**Task to complete**.
Locate every line in the records below that contains the word "buttons", and copy each one.

Stored data entries:
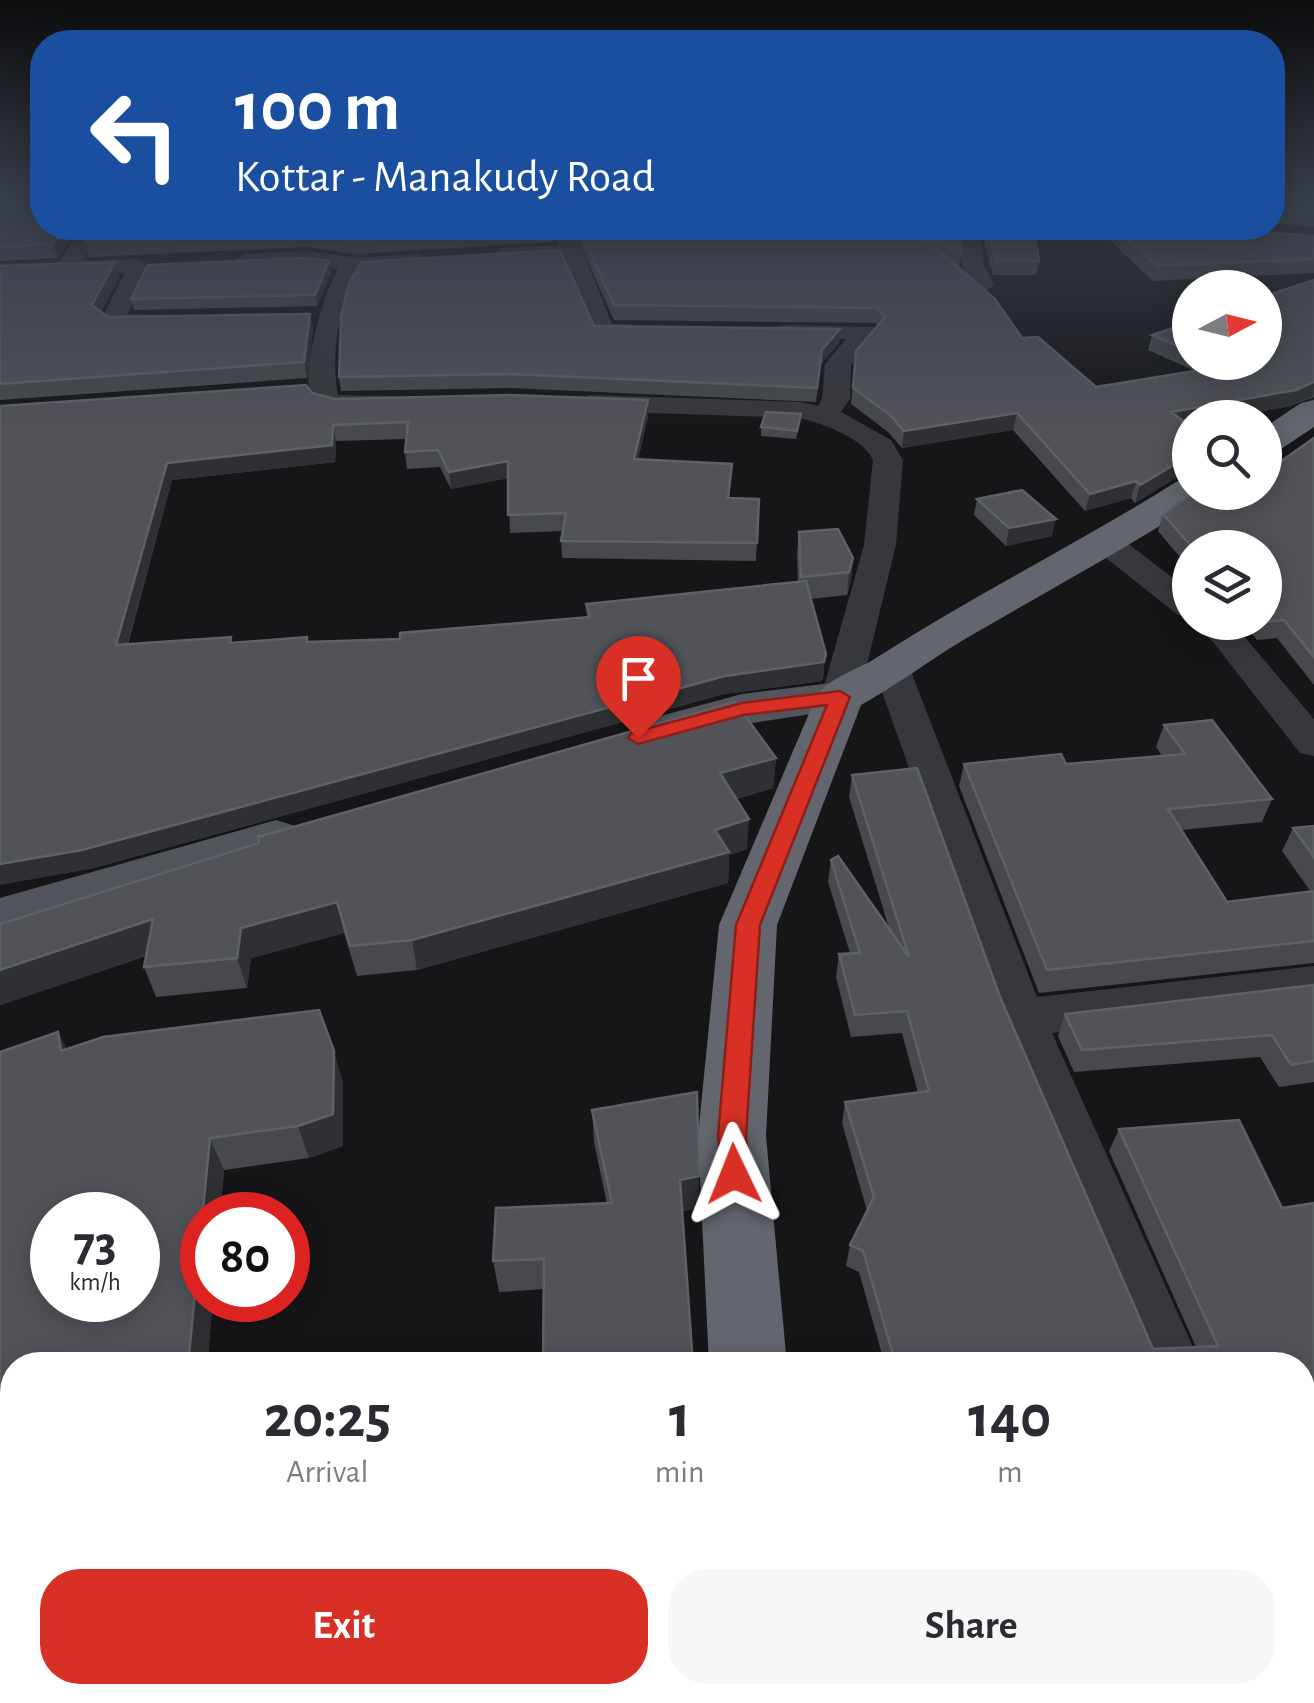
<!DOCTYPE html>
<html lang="en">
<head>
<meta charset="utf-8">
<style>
	body { margin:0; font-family:"Alegreya Sans",sans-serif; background:#f7f7f7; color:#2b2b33; height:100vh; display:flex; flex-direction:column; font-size:38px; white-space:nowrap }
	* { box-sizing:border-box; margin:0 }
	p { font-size:32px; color:#7c7c81 }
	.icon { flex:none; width:55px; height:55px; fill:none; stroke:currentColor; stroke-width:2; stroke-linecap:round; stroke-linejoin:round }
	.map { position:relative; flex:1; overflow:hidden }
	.panel { position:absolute; left:0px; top:1352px; width:1315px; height:352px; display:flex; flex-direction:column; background:#fff; border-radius:40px 40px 0 0; box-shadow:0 5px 25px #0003 }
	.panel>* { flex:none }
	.banner { position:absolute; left:30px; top:30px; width:1255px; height:210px; border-radius:40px; box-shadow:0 5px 25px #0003; background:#1a4fa0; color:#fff; overflow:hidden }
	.needle { width:65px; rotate:83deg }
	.buttons { position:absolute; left:1172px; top:270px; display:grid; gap:20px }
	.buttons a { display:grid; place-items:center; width:110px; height:110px; border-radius:50%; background:#fff; box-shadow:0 5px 25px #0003; font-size:50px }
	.speed { position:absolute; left:30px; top:1192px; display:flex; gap:20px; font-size:50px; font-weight:700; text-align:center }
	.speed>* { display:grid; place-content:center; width:130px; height:130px; border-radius:50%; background:#fff; box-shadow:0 5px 25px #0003; line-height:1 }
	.speed small { font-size:25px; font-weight:400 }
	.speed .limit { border:15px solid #d22; background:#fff; color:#111 }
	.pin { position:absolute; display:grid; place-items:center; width:85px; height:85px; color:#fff; margin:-102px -42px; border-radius:50% 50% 50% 0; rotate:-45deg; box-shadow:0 0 10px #0007 }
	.pin .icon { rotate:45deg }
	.me { position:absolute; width:110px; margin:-55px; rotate:358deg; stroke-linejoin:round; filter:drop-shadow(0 0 8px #0008) }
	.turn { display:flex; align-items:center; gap:35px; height:210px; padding:0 40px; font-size:45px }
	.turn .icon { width:130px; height:130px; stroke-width:2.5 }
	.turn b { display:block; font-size:70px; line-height:85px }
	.eta { display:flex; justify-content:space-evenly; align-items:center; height:170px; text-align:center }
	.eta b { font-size:60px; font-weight:700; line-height:70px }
	.action { display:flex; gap:20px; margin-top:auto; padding:20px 40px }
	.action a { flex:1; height:115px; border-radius:40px; background:#d93025; color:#fff; font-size:40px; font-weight:700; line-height:115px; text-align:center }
	.action a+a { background:#f7f7f7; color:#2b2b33 }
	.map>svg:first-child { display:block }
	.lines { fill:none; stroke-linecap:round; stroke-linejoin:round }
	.minor { fill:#37383d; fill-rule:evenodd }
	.major { fill:#53555c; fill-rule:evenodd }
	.highway { fill:#63666e; fill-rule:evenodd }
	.wall { fill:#47494d }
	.shaded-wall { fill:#2f3033 }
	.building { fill:#525359; stroke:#5f6168; stroke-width:2.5; fill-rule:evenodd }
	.route { fill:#d93025; stroke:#8d1f18; stroke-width:2.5 }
</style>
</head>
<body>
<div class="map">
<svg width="1314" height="1703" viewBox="0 0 1314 1703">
	<rect width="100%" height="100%" fill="#161618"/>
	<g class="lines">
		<!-- minor -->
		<path class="minor" d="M82 228H103L82 261 134 259 142 261 148 271 128 314 175 316 178 321 175 326 103 327 100 322 125 273 0 278V264L59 262Z
			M552 228H573L612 324 666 326 669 331 666 336H594L563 258 503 262 492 255 503 248 558 245Z
			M959 228H980L984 266 994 284 990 289 982 291C958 284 960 248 959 228Z
			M306 251 356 258 417 254 428 261 417 268 362 271C337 297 331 361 338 395L388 396 392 402 388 408C369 412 334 418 317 406 293 389 325 290 338 269 317 266 243 270 234 261L245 254Z
			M783 325 876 327 879 332 851 365 850 399 841 412 891 440 903 460 896 545 859 697 853 705 840 708 827 705 821 697 864 545 873 460C862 437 823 424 800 418L589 411 575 403 589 395 800 402 818 406 822 399 825 364 846 339 774 337 771 332 774 327Z
			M1107 533 1118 536 1190 591V618L1178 615 1096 550 1091 543 1096 536Z
			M1192 622H1231L1237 628 1314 719V756L1300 753 1213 642Z
			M892 658 905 661 910 669 1037 997 1314 966V1002L1052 1033 1201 1365H1141L997 1018 874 669 879 661Z
			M1314 1444V1508L1302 1511V1447Z
			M484 1692H596L592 1703H479Z"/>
		<!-- major -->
		<path class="major" d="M840 682 857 687 864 697 857 707 746 724 671 745 653 740 646 729 653 718 742 694Z
			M276 820 295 826 303 839 295 852 0 940V898Z"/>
		<!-- highway -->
		<path class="highway" d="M1314 400V427L1278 451 1265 454V427L1301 403Z
			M1190 478V492H1208L1204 498C1126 549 1045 592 965 639 930 660 897 685 861 705L777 925 766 1136 787 1365H709L698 1136 719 925 816 697C830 676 859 670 879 656 976 594 1079 543 1176 482Z
			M727 1692H819L820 1703H728Z"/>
	</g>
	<!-- wall -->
	<path class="wall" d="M1272 192H1314V227L1272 223Z
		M0 203 42 228H80L57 258 0 261Z
		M94 228H552L553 242 356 254 306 247 89 257 85 243Z
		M573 228H960L961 253 959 268 1022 338 1096 387 1195 371 1148 350 1152 335 1190 322V362H1265L1314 280V397L1290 406 1188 425 1190 426V475L1174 479 1135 503 1131 498 1085 511 1013 430 902 448 888 432 851 404 856 351 878 325 876 323 614 320Z
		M981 228H1034L1039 261 1036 275H993Z
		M1097 228H1202L1314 236V273L1153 281Z
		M329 261 331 272 317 306 134 310 131 299Z
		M115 262 119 277 101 312 108 317 310 314 313 329 307 378 0 400V266Z
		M594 326 840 329 839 343 821 364 816 402 511 388 341 391 339 377Z
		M312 393 335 399 648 400V416L638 460 729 498 759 499 756 561 562 558 561 541 563 531 510 533 508 478 451 489 440 467 407 469 405 452 406 439 336 441 335 462 172 480 128 644 231 637 232 643 307 637 309 642 400 639 587 617 586 604 798 582 797 555 799 532 853 558 851 581 847 595 811 599 824 672 822 681 724 694 90 869 0 406Z
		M800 422 796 439 761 436V427Z
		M1314 438V685L1277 638 1257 640 1243 622H1265V548H1190V569L1158 531 1163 514 1277 464Z
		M977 499 1052 536 1006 546 974 515Z
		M1164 725 1272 799 1262 822 1181 830 1227 902 1311 892 1282 851 1293 828 1314 826V963L1039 993 959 786 964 764H1066L1162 756 1156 747Z
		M776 758 773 788 736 799 747 849 729 855 728 883 417 970 357 976 344 933 251 958 247 988 156 997 144 967 146 956 0 1005V924Z
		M852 775 1000 997 1153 1349 1196 1347 1109 1151 1119 1129 1282 1208 1314 1203V1441H1309L1305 1433H1302V1365H885L859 1272 846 1266 850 1245 867 1211 842 1123 845 1102 918 1093 902 1033 851 1037 836 977 839 954 850 953 828 882 831 860 889 928 849 797Z
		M1314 985V1082L1279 1087 1260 1057 1074 1072 1058 1036 1065 1014Z
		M67 1049 343 1083V1146L309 1158 224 1170 220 1215H202V1300H213L207 1365 12 1692H363L308 1703H0V1052Z
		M592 1110 699 1176 698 1208 683 1211 544 1289 499 1292 493 1261 607 1204 594 1142Z
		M970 1692 1198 1693 1202 1703H973Z
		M1243 1692H1302L1314 1703H1248Z"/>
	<!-- shaded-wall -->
	<path class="shaded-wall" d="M65 228H80L57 258 53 244Z
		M329 261 331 272 317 306 315 295Z
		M115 262 119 277 97 320 92 305Z
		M310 314 313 329 307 378 304 362Z
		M840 329 839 343 821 364 816 402 822 350Z
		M1314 382 1313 396 1290 406 1228 418H1190V425L1166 429 1171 412Z
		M648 400V416L634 476V459Z
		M1017 413 1013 430 902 448 904 431Z
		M333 425 336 441 335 462 172 480 122 663 116 645 167 463Z
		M1190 460V475L1174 479 1135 503 1140 485 1179 462Z
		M508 461 510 478 451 489 449 472Z
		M1136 481 1131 498 1085 511 1090 494Z
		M1056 519 1052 536 1006 546 1009 528Z
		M853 558 851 581 847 595 849 572Z
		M826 654 822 681 724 694 90 869 0 885V864L725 676Z
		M776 758 773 788 719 803 720 773Z
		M749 819 747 849 729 855 728 883 417 970 412 940Z
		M337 902 344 933 251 958 247 988 237 958 241 928Z
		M153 919 165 949 0 1005V970Z
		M58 1032 75 1065 61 1051Z
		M334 1051 343 1083V1146L309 1158 298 1126Z
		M210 1138 224 1170 220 1215H203Z
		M699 1176 698 1208 680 1211V1180Z
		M202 1220V1300H213L207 1365H188Z"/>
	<!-- building -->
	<path class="building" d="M7 192H42V228H65L53 244 0 247V203Z
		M1272 192H1314V213L1272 210Z
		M94 228H552L354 240 303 233 85 243Z
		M579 228H960L961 253 923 237 995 299 1022 338 1038 337 1096 387 1225 366 1217 362H1265V296L1314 280V382L1296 390 1171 412 1190 426V460L1179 462 1140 485 1136 481 1090 494 1017 413 904 431 890 415 853 388 856 351 885 317 878 308 614 305Z
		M987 228H1034L1039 261 996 260Z
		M1115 228H1202L1314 236V259L1157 266Z
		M560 250 594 326 840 329 822 350 817 388 510 374 339 377 341 317 349 283 362 262Z
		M304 258 329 261 315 295 131 299 148 265Z
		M115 262 92 305 108 317 310 314 304 362 0 384V266Z
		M1190 322V351L1152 335Z
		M306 385 312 393 335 399 510 395 648 400 634 459 732 464 728 498 759 499 757 543 561 541 566 513 508 515V461L449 472 438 450 405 452 408 422 333 425 332 445 167 463 116 645 231 637 230 643 307 637V642L400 639V633L590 617 586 604 806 581 826 654 824 662 725 676 82 850 0 864V406Z
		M766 412 801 414 797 431 761 427Z
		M1314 438V657L1284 620 1265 622V548H1193L1163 514 1194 492H1265V464H1277Z
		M1022 490 1056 519 1009 528 977 499Z
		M838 529 853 558 849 572 801 577 799 532Z
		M735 702 776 758 720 773 749 819 715 830 729 852 412 940 350 946 337 902 241 928 237 958 144 967 153 919 0 970V924L259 843 258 837Z
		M1212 720 1272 799 1168 809 1227 902 1314 891V941L1047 970 964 764 1061 754 1066 764 1185 754 1164 725Z
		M917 768 1000 997 1153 1349 1218 1346 1119 1129 1239 1120 1282 1208 1314 1203V1415L1302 1417V1365H896L863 1251 850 1245 874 1197 845 1102 929 1091 907 1011 855 1015 839 954 860 953 831 860 838 856 909 957 852 775Z
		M1314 826V857L1293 828Z
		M1314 985V1061L1291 1065 1272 1035 1082 1050 1065 1014Z
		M319 1010 334 1051 333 1114 298 1126 210 1138 188 1365H12V1692H240L184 1703H28V1697L0 1702V1052L58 1032 61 1051 103 1037ZM52 1215H138V1300H52Z
		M697 1092 699 1176 680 1180 693 1365H543L544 1259 493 1261 496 1208 612 1203 592 1110Z
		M1314 1558V1703H1271L1266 1692H1302V1560Z
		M983 1692 1198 1693 1202 1703H986Z"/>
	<!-- sky -->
	<linearGradient id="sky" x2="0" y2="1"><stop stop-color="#0c0c0d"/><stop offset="0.45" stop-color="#363c48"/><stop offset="1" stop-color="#363c48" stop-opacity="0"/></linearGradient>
	<rect width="1314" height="431" fill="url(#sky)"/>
	<!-- route -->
	<path class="route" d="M840 691 850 697 760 925 746 1136 749 1174 745 1183 734 1187 724 1183 718 1136 736 925 827 705 743 715 638 744 628 738 631 733 742 703Z"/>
</svg>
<div class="buttons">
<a><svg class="needle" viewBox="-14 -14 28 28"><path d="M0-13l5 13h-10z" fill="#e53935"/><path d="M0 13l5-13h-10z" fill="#7c7c81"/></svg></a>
<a><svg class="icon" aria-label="search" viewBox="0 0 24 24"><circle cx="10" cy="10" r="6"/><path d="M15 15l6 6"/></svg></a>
<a><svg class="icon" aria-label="layers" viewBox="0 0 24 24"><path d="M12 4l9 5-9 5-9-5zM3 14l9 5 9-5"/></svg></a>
</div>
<div class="speed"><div>73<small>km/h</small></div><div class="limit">80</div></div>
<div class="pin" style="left:638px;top:738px;background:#d93025"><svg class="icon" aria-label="arrive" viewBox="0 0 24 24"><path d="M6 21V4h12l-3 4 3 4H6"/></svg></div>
<svg class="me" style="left:734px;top:1174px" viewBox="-20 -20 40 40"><path d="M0-17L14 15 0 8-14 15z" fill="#d93025" stroke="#fff" stroke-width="4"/></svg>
<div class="banner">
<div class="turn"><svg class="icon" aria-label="left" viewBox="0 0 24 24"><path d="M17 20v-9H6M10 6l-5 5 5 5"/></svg><div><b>100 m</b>Kottar - Manakudy Road</div></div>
</div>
<section class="panel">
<div class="eta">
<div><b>20:25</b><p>Arrival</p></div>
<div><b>1</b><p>min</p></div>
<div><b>140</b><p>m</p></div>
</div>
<div class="action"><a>Exit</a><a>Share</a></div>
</section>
</div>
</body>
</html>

**Solution**.
	.buttons { position:absolute; left:1172px; top:270px; display:grid; gap:20px }
	.buttons a { display:grid; place-items:center; width:110px; height:110px; border-radius:50%; background:#fff; box-shadow:0 5px 25px #0003; font-size:50px }
<div class="buttons">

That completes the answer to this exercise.